*EXERCISE:* Output all of the entries below precisely as written.

Content starts

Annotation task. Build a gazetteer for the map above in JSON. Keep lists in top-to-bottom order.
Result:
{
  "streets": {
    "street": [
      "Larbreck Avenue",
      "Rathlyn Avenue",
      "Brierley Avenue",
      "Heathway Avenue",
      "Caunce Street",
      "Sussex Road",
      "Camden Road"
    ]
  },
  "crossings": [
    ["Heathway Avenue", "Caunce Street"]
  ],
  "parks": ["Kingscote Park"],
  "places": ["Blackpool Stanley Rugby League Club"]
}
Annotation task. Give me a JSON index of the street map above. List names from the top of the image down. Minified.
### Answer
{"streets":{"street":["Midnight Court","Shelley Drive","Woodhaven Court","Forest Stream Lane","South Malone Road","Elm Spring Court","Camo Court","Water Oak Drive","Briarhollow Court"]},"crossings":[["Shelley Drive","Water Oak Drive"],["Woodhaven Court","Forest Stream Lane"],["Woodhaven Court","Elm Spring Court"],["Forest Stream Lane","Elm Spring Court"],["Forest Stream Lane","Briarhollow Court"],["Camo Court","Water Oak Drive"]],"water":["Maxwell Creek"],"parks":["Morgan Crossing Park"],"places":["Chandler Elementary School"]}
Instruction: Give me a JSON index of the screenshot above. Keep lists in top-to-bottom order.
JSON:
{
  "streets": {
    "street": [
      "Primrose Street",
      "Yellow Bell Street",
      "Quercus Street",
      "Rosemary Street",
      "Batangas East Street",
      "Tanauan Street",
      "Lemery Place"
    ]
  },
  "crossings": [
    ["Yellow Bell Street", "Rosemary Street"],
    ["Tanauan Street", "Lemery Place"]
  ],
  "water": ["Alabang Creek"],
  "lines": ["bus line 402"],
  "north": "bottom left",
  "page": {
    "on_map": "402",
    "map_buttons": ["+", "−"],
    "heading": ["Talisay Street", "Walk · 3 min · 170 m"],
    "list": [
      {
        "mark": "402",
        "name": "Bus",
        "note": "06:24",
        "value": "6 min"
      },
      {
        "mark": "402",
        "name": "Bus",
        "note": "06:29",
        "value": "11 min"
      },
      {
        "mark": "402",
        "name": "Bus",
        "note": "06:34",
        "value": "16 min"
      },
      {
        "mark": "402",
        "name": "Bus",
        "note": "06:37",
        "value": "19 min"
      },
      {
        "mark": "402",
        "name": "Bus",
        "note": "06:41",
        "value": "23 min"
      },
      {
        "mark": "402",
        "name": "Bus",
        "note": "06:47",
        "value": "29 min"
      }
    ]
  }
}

Content ends

*SOLUTION TO THE PROBLEM:*
Annotation task. Build a gazetteer for the map above in JSON. Keep lists in top-to-bottom order.
Result:
{
  "streets": {
    "street": [
      "Larbreck Avenue",
      "Rathlyn Avenue",
      "Brierley Avenue",
      "Heathway Avenue",
      "Caunce Street",
      "Sussex Road",
      "Camden Road"
    ]
  },
  "crossings": [
    ["Heathway Avenue", "Caunce Street"]
  ],
  "parks": ["Kingscote Park"],
  "places": ["Blackpool Stanley Rugby League Club"]
}
Annotation task. Give me a JSON index of the street map above. List names from the top of the image down. Minified.
### Answer
{"streets":{"street":["Midnight Court","Shelley Drive","Woodhaven Court","Forest Stream Lane","South Malone Road","Elm Spring Court","Camo Court","Water Oak Drive","Briarhollow Court"]},"crossings":[["Shelley Drive","Water Oak Drive"],["Woodhaven Court","Forest Stream Lane"],["Woodhaven Court","Elm Spring Court"],["Forest Stream Lane","Elm Spring Court"],["Forest Stream Lane","Briarhollow Court"],["Camo Court","Water Oak Drive"]],"water":["Maxwell Creek"],"parks":["Morgan Crossing Park"],"places":["Chandler Elementary School"]}
Instruction: Give me a JSON index of the screenshot above. Keep lists in top-to-bottom order.
JSON:
{
  "streets": {
    "street": [
      "Primrose Street",
      "Yellow Bell Street",
      "Quercus Street",
      "Rosemary Street",
      "Batangas East Street",
      "Tanauan Street",
      "Lemery Place"
    ]
  },
  "crossings": [
    ["Yellow Bell Street", "Rosemary Street"],
    ["Tanauan Street", "Lemery Place"]
  ],
  "water": ["Alabang Creek"],
  "lines": ["bus line 402"],
  "north": "bottom left",
  "page": {
    "on_map": "402",
    "map_buttons": ["+", "−"],
    "heading": ["Talisay Street", "Walk · 3 min · 170 m"],
    "list": [
      {
        "mark": "402",
        "name": "Bus",
        "note": "06:24",
        "value": "6 min"
      },
      {
        "mark": "402",
        "name": "Bus",
        "note": "06:29",
        "value": "11 min"
      },
      {
        "mark": "402",
        "name": "Bus",
        "note": "06:34",
        "value": "16 min"
      },
      {
        "mark": "402",
        "name": "Bus",
        "note": "06:37",
        "value": "19 min"
      },
      {
        "mark": "402",
        "name": "Bus",
        "note": "06:41",
        "value": "23 min"
      },
      {
        "mark": "402",
        "name": "Bus",
        "note": "06:47",
        "value": "29 min"
      }
    ]
  }
}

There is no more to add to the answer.